The following functions are created to automate common tasks.

Descriptions for each function is given as a docstring.

In [None]:
def delete_selected_directory(path_to_dir):
    """
    Wrapper for `shutil.rmtree()`
    """
    rmtree(path_to_dir)
    return 

In [None]:
def log_straight_line(slope, intercept, x):
    """
    Calculate a point on a straight line with desired slope
    """
    return intercept*(x**slope)

In [None]:
def chunk_number():
    """
    Helper generator to keep track of which chunk the iteration is on
    """
    num=0
    while True:
        yield num
        num += 1

## Data Ingestion

The combined IMU dataset takes ~2 GB of memory. Loading the entire dataset would not leave enough RAM for computation. So, the functions below handle data ingestion by reading **chunks** of data at a time.

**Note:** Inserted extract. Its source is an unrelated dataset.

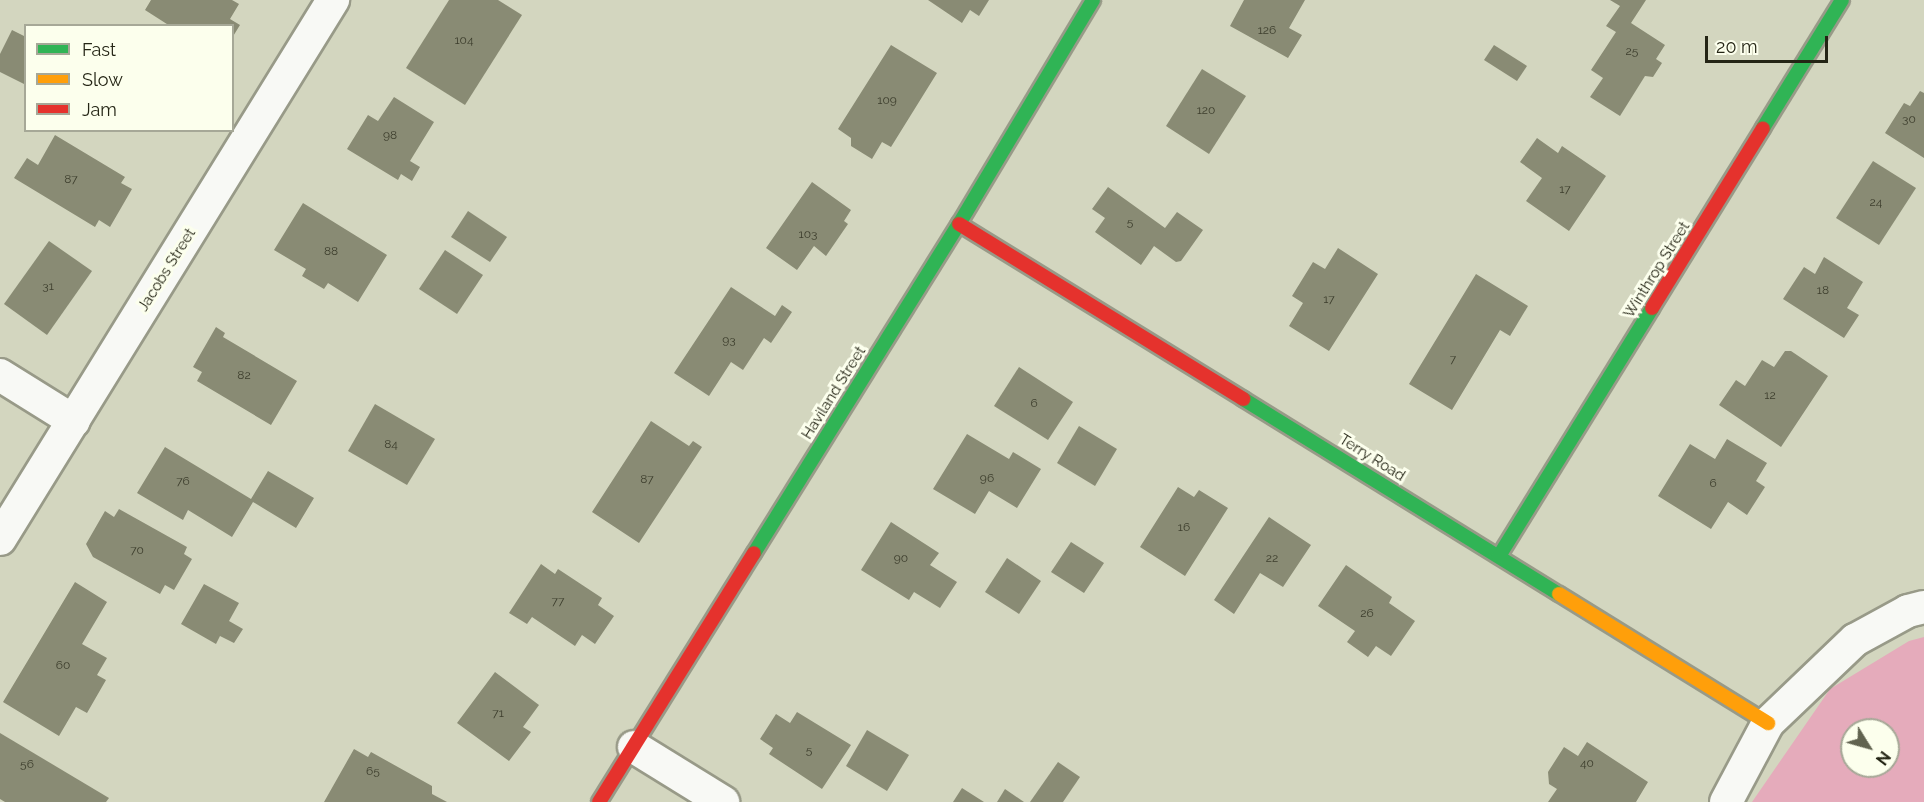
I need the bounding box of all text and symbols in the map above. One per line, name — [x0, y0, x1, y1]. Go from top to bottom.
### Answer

Although a functional approach was taken here, future versions of the project will maximize code readability with an OOP approach. 

In [None]:
#TODO:  Refactor as OOP

In [None]:
def iter_chunk(path, chunksize, want_column="Sensor"):

    """
    Iterate over dataset and return a timeseries of `want_column`
    """

    #read in data as an interable
    reader = pd.read_hdf(path, iterator=True, chunksize=chunksize)
    #reader = pd.read_csv(path, iterator=True, chunksize=chunksize)

    #keep track of chunk
    gen = chunk_number()

    for chunk in reader:
        #define columns
        chunk.columns = ["Sensor", "Laser"]

        cand_df = pd.DataFrame(chunk)

        #FIXME:  need verifcation that `want_column` is in `chunk.columns`
        results = np.array(cand_df[want_column])

        #calculate timestamps based on row index
        if len(cand_df)==chunksize:
            cand_df["Timestep"] = [(cand_df.index[0]+i)*10e-6 for i in range(0, chunksize)]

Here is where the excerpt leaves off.